Building Your VMWare Shared Disk

When you use a lot of VMware servers and/or desktops, you will need a lot of harddisk space. Also you need to copy software and data from one virtual machine to the other. This can be made very easy when you build a shared disk.

A shared disk is a disk that is used as a D: or E: drive in many images. But building a shared disk that is used by many machines instead of copying it for every machine is not that easy. I had to search over the internet and take the information from many forums to finally get a working solution.

In this tutorial I'm going to explain how to build a shared disk, and how to use it in your environment. For the tutorial I will build one shared disk that contains all my software and all my data so every machine thinks it is local on the D drive.

Remember to always have a good backup of the data on the shared disk. This will eventually prevent you from loosing a lot of data.

Also remember that if you just build a virtual disk, it is actually a shared disk that can be used by one machine at a time. The tutorial below will help you make a real shared disk that can be used by many machines at the same time.

1. Building Your VMWare Shared Disk

First you need Virtual Windows 2003 server.

Edit your Windows Server 2003 Virtual Machine Settings and add 2 virtual disks. Your machine must be stopped to do this. Proceed as following:

  • create a empty folder on your harddisk where you will place your virtual disks.
  • Edit your Windows Server 2003 Virtual Machine Settings.
  • Click on add hardware.
  • Create a new virtual disk.
  • Disk size 20Gb or less or more. (do not allocate disk now)
  • Define your destination path as created previously + name your disk DATA-SHARED>
  • Select the advanced options: select the virtual device node to "SCSI 1:0" and the mode to "Independent" and "Persistent"

2. VMWare Device Configuration

Now you have to attach it to the other machines.

  • Edit the VM settings. Again the machine should be stopped before you can perform this task.
  • Click on add hardware and select harddisk
  • Select existing virtual harddisk and give the correct path to the disk.

3. Adding Line in VMWare Configuration File

This entire configuration is stored in the vmx file of your Virtual Machine. Edit it and take a look at it. You may want to do some cleaning but make sure you first create a backup of the configuration file before you edit it.

You'll need to add some lines to make VMWare use a shared disk as it would do in real cluster hardware.

Go to the bottom of the vmx file. There you will see the following lines:

scsi1.present = "TRUE"
scsi1.sharedBus = "none"
scsi1.virtualDev = "lsilogic"
scsi1:0.present = "TRUE"
scsi1:0.fileName = "D:\Virtual Machines\Shared Disk\SHARED-DISK.vmdk"
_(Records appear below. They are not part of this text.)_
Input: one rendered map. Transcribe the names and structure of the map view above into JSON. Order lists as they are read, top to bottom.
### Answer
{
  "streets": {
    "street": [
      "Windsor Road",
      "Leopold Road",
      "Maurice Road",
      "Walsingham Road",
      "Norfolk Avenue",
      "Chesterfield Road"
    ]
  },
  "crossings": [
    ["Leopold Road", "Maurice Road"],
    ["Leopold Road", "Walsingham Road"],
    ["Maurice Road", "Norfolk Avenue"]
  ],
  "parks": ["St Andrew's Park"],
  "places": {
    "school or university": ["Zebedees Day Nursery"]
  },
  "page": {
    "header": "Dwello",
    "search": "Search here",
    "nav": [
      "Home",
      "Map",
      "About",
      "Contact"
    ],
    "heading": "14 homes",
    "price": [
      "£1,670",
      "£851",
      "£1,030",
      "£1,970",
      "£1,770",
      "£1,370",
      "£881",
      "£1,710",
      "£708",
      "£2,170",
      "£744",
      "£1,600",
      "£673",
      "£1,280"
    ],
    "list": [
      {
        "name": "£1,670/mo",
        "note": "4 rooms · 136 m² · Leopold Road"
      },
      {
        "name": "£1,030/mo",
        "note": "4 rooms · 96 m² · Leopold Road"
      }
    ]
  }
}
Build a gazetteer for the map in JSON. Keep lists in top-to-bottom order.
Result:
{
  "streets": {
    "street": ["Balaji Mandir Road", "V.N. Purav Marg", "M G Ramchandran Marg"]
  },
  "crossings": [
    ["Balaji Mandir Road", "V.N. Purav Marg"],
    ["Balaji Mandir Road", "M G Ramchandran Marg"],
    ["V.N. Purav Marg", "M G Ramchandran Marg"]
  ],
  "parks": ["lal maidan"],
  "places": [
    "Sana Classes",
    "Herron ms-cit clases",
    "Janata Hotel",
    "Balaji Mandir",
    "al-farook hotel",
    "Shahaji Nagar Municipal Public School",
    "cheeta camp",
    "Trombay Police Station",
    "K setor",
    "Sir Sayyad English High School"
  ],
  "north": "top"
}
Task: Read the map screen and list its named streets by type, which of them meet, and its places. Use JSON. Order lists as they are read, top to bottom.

Change them in the lines below:

disk.locking = "FALSE"
diskLib.dataCacheMaxSize = "0"

#scsi1 data storage
scsi1.present = "TRUE"
scsi1.virtualDev = "lsilogic"
scsi1.sharedbus = "none"
scsi1:0.present = "TRUE"
scsi1:0.fileName = " D:\Virtual Machines\Shared Disk\SHARED-DISK.vmdk "
scsi1:0.mode = "independent-persistent"
scsi1:0.shared = "TRUE"
scsi1:0.redo = ""

The lines will ensure you that VMWare will not take a local copy of the disk in each client or server, and it will prevent the started Vmware to lock the file. When the file is locked you receive an error and the second and third machine will not startup.

Without adding the lines to a Vmware server or ESX server, the file will just be copied by every next machine, and you will have a shared disk that is not shared.

In that case you will notice that your harddisk will be getting full with copies of the shared disk.

4. Initialize and Convert Shared Disks

Start your Virtual machine by clicking and open the "Computer Management" dialog (Start > All Programs > Administrative Tools > Computer Management). Click on the Disk Management tree node and you'll immediately be prompted with the "Initialize and Convert Disk Wizard".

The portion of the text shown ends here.